Meet The World’s First Black Woman Cruise Ship Captain
Beautiful destinations, lavish ships and incredible vacations usually make up the day-to-day cruise industry. But in that industry, women make up 18 to 20% of the workforce. That may seem like a high number, but it’s still a long way to go. Of the more than 300 passenger cruise ships worldwide, fewer than a dozen have woman captains and it’s still pretty rare to find women in the upper levels of the cruise industry, since they only account for 5.4% of officers.
But those statistics are changing thanks to Belinda Bennett, the world’s first black woman cruise ship captain. Bennett has worked for the small ship line Windstar Cruises for 14 years and sails the MSY Wind Star through the Caribbean in winter and Europe in summer. She recently won the U.K.’s prestigious Merchant Navy Medal for Meritorious Service. With International Women’s Day and Women’s History month just around the corner, we caught up with this trailblazing woman who is making history and helping create a sea change in her industry.

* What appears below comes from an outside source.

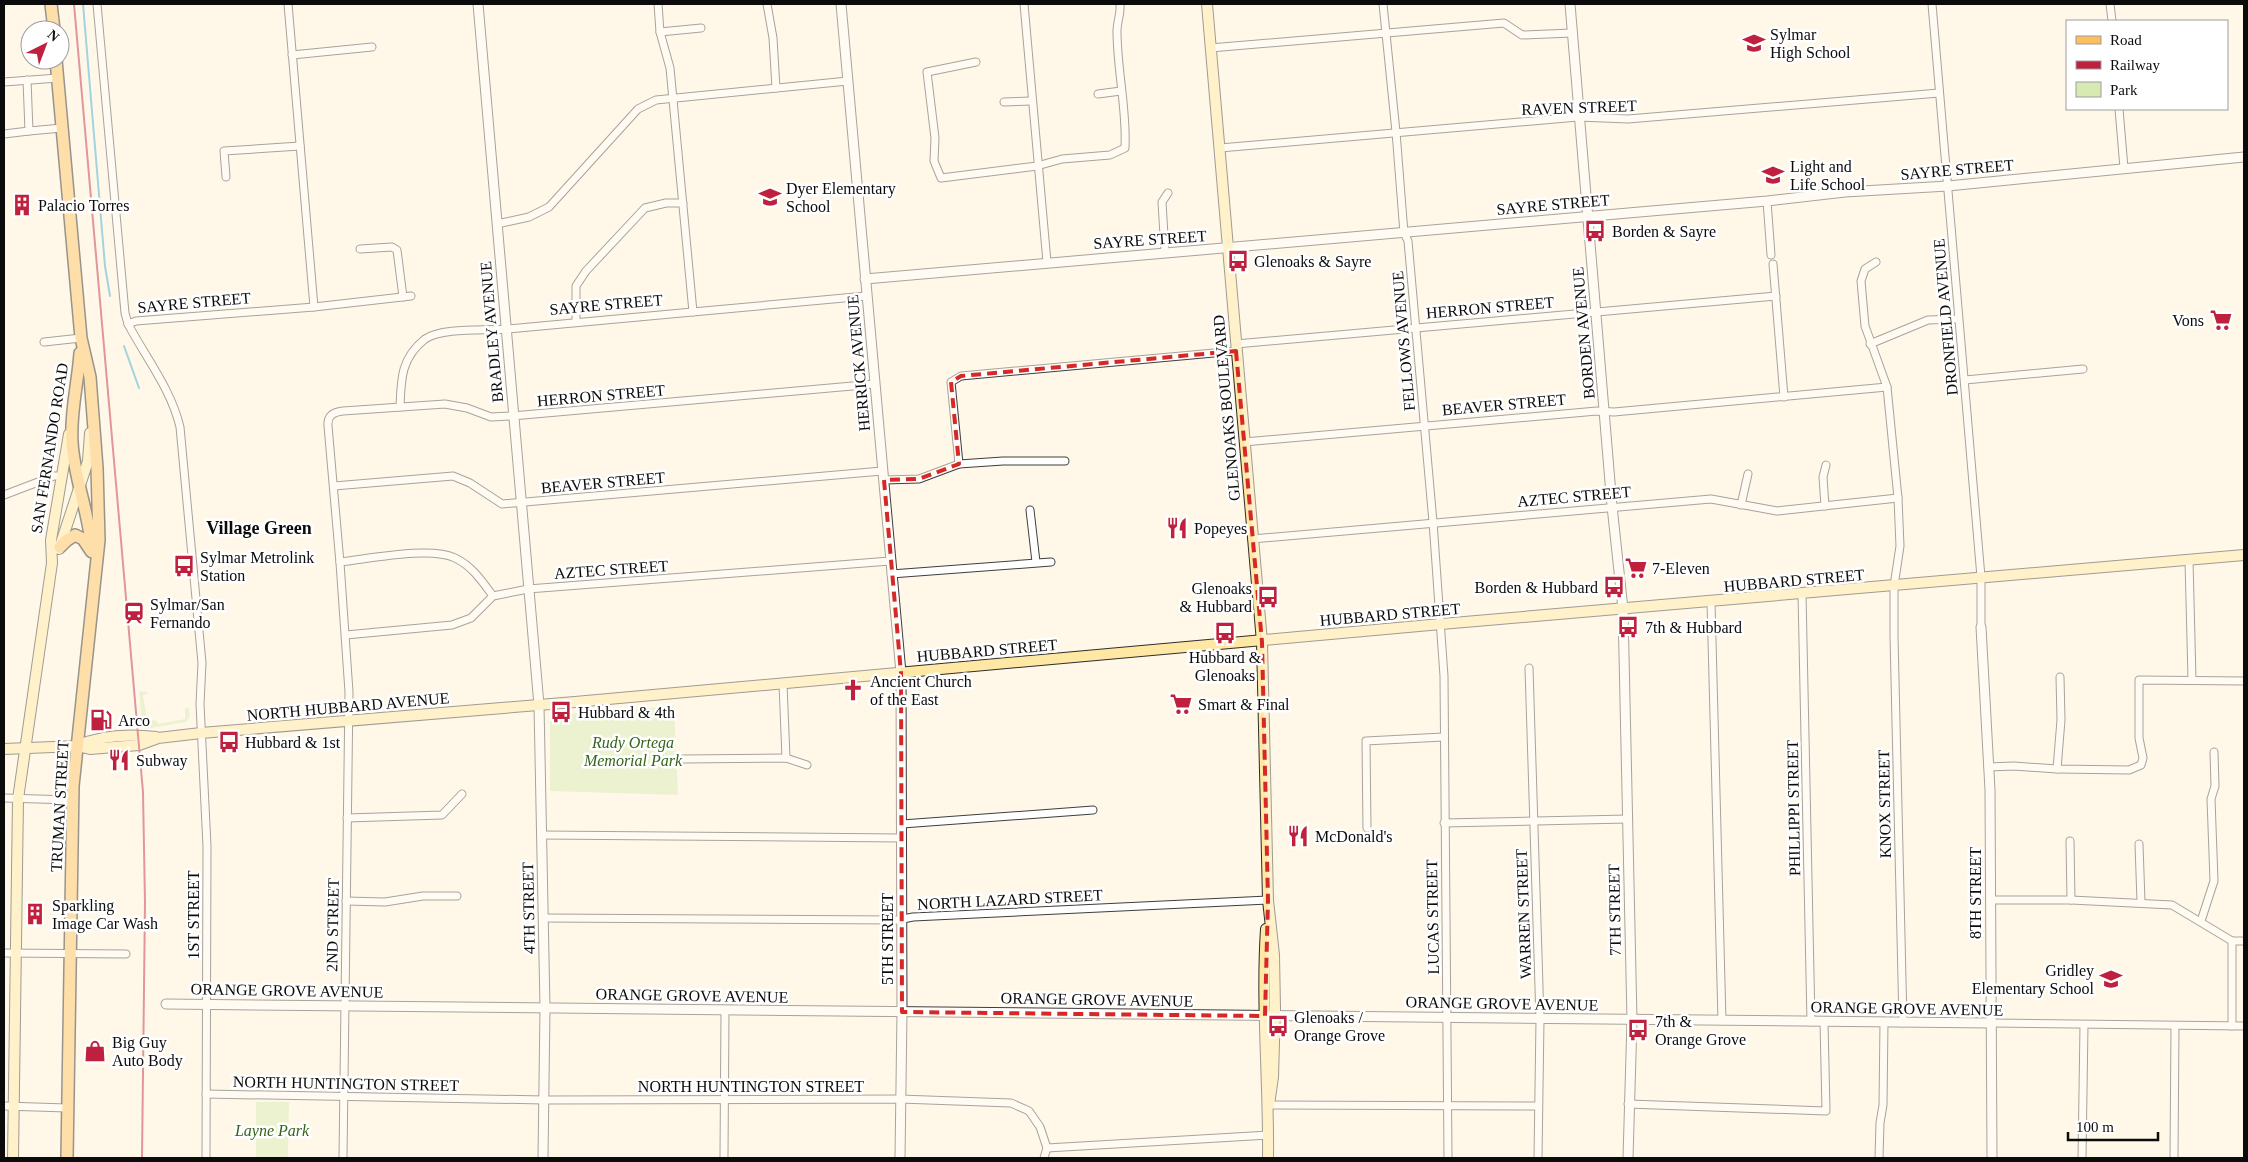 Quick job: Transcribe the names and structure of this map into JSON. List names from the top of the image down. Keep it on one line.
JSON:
{"streets":{"main road":["GLENOAKS BOULEVARD","SAN FERNANDO ROAD","HUBBARD STREET","NORTH HUBBARD AVENUE","TRUMAN STREET"],"street":["RAVEN STREET","SAYRE STREET","HERRON STREET","DRONFIELD AVENUE","BRADLEY AVENUE","BORDEN AVENUE","FELLOWS AVENUE","HERRICK AVENUE","BEAVER STREET","AZTEC STREET","KNOX STREET","PHILLIPPI STREET","8TH STREET","NORTH LAZARD STREET","4TH STREET","7TH STREET","WARREN STREET","1ST STREET","LUCAS STREET","2ND STREET","5TH STREET","ORANGE GROVE AVENUE","NORTH HUNTINGTON STREET"]},"crossings":[["RAVEN STREET","DRONFIELD AVENUE"],["RAVEN STREET","BORDEN AVENUE"],["RAVEN STREET","FELLOWS AVENUE"],["RAVEN STREET","GLENOAKS BOULEVARD"],["SAYRE STREET","HERRON STREET"],["SAYRE STREET","DRONFIELD AVENUE"],["SAYRE STREET","BRADLEY AVENUE"],["SAYRE STREET","BORDEN AVENUE"],["SAYRE STREET","FELLOWS AVENUE"],["SAYRE STREET","HERRICK AVENUE"],["SAYRE STREET","GLENOAKS BOULEVARD"],["SAYRE STREET","1ST STREET"],["HERRON STREET","BRADLEY AVENUE"],["HERRON STREET","BORDEN AVENUE"],["HERRON STREET","FELLOWS AVENUE"],["HERRON STREET","HERRICK AVENUE"],["HERRON STREET","BEAVER STREET"],["HERRON STREET","GLENOAKS BOULEVARD"],["HERRON STREET","2ND STREET"],["DRONFIELD AVENUE","HUBBARD STREET"],["DRONFIELD AVENUE","8TH STREET"],["BRADLEY AVENUE","BEAVER STREET"],["BRADLEY AVENUE","AZTEC STREET"],["BRADLEY AVENUE","4TH STREET"],["BORDEN AVENUE","BEAVER STREET"],["BORDEN AVENUE","AZTEC STREET"],["BORDEN AVENUE","HUBBARD STREET"],["BORDEN AVENUE","7TH STREET"],["FELLOWS AVENUE","BEAVER STREET"],["FELLOWS AVENUE","AZTEC STREET"],["FELLOWS AVENUE","HUBBARD STREET"],["FELLOWS AVENUE","LUCAS STREET"],["HERRICK AVENUE","BEAVER STREET"],["HERRICK AVENUE","AZTEC STREET"],["HERRICK AVENUE","HUBBARD STREET"],["HERRICK AVENUE","5TH STREET"],["BEAVER STREET","GLENOAKS BOULEVARD"],["BEAVER STREET","KNOX STREET"],["BEAVER STREET","2ND STREET"],["GLENOAKS BOULEVARD","AZTEC STREET"],["GLENOAKS BOULEVARD","HUBBARD STREET"],["GLENOAKS BOULEVARD","NORTH LAZARD STREET"],["GLENOAKS BOULEVARD","ORANGE GROVE AVENUE"],["SAN FERNANDO ROAD","TRUMAN STREET"],["AZTEC STREET","KNOX STREET"],["HUBBARD STREET","NORTH HUBBARD AVENUE"],["HUBBARD STREET","KNOX STREET"],["HUBBARD STREET","PHILLIPPI STREET"],["HUBBARD STREET","4TH STREET"],["NORTH HUBBARD AVENUE","TRUMAN STREET"],["NORTH HUBBARD AVENUE","4TH STREET"],["NORTH HUBBARD AVENUE","1ST STREET"],["NORTH HUBBARD AVENUE","2ND STREET"],["KNOX STREET","ORANGE GROVE AVENUE"],["PHILLIPPI STREET","ORANGE GROVE AVENUE"],["8TH STREET","ORANGE GROVE AVENUE"],["NORTH LAZARD STREET","4TH STREET"],["NORTH LAZARD STREET","5TH STREET"],["4TH STREET","ORANGE GROVE AVENUE"],["4TH STREET","NORTH HUNTINGTON STREET"],["7TH STREET","ORANGE GROVE AVENUE"],["WARREN STREET","ORANGE GROVE AVENUE"],["1ST STREET","ORANGE GROVE AVENUE"],["1ST STREET","NORTH HUNTINGTON STREET"],["LUCAS STREET","ORANGE GROVE AVENUE"],["2ND STREET","ORANGE GROVE AVENUE"],["2ND STREET","NORTH HUNTINGTON STREET"],["5TH STREET","ORANGE GROVE AVENUE"],["5TH STREET","NORTH HUNTINGTON STREET"]],"districts":["Village Green"],"parks":["Rudy Ortega Memorial Park","Layne Park"],"places":{"school or university":["Sylmar High School","Light and Life School","Dyer Elementary School","Gridley Elementary School"],"building":["Palacio Torres","Sparkling Image Car Wash"],"bus stop":["Borden & Sayre","Glenoaks & Sayre","Sylmar Metrolink Station","Borden & Hubbard","Glenoaks & Hubbard","7th & Hubbard","Hubbard & Glenoaks","Hubbard & 4th","Hubbard & 1st","Glenoaks / Orange Grove","7th & Orange Grove"],"supermarket":["Vons","7-Eleven","Smart & Final"],"restaurant":["Popeyes","Subway","McDonald's"],"station":["Sylmar/San Fernando"],"church":["Ancient Church of the East"],"fuel station":["Arco"],"shop":["Big Guy Auto Body"]},"legend":["Road","Railway","Park"],"scale_bar":"100 m","north":"top right"} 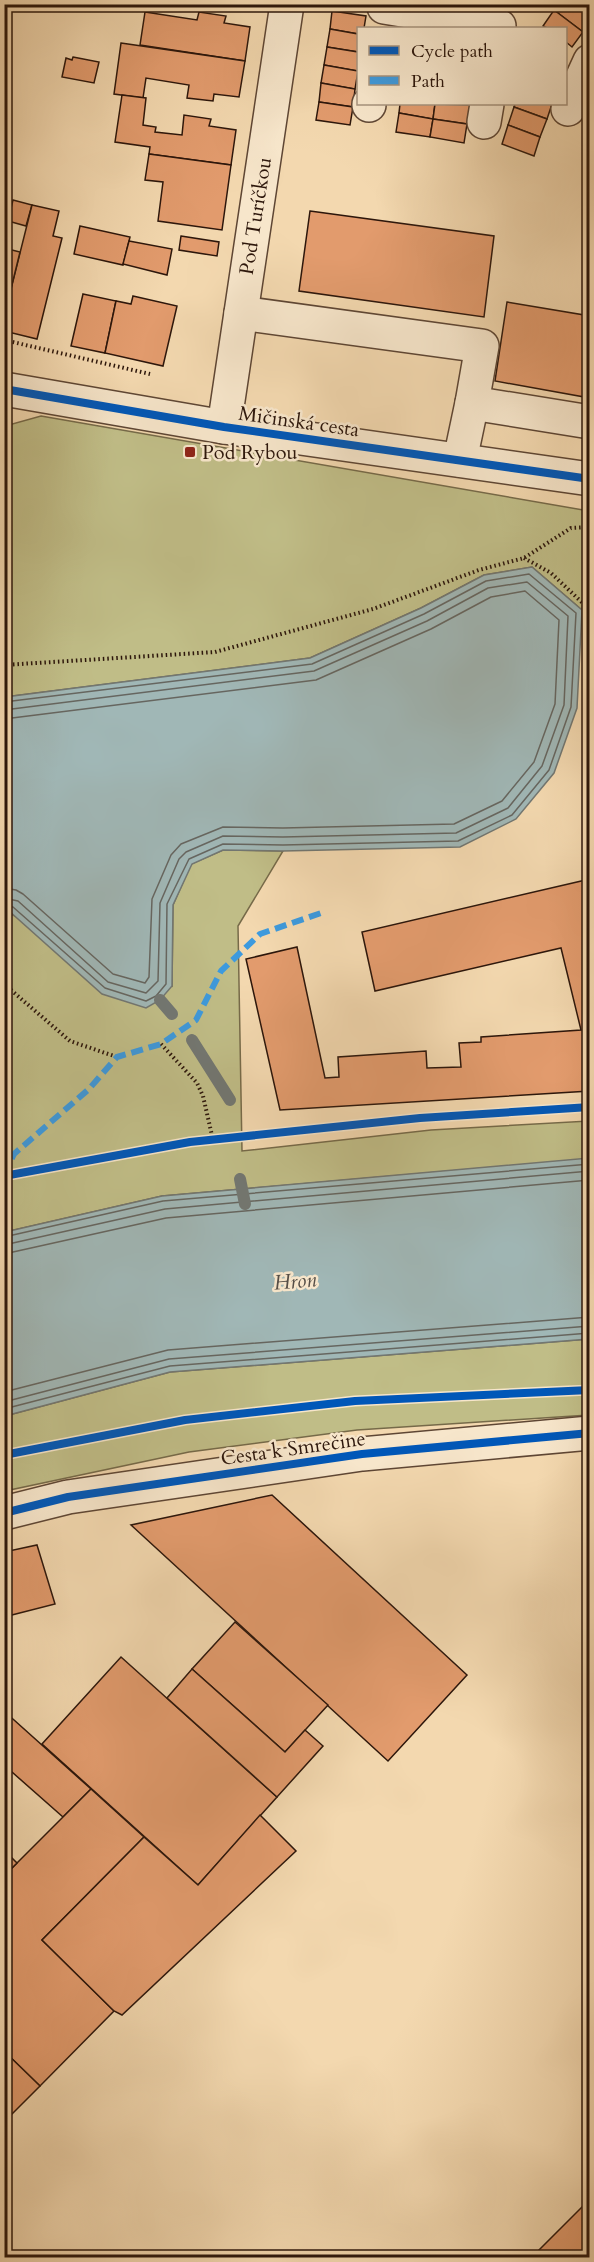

“I originally came from a small island called St. Helena, which is in the South Atlantic Ocean between South America and South Africa,” explains Bennett to Forbes.com. “[It’s] smack bang in the middle of the Atlantic, miles from anywhere. Growing up on a small island, from the age that I could walk I was in the water. I loved the ocean. It used to be that the only way off the island was by ship. So when I was 17, I took a job on the RMS St. Helena, the ship that supported the island. That’s when my adventures started.”
“Unfortunately, I had a rough start,” continues Bennett. “When I was training as a cadet, I sailed with…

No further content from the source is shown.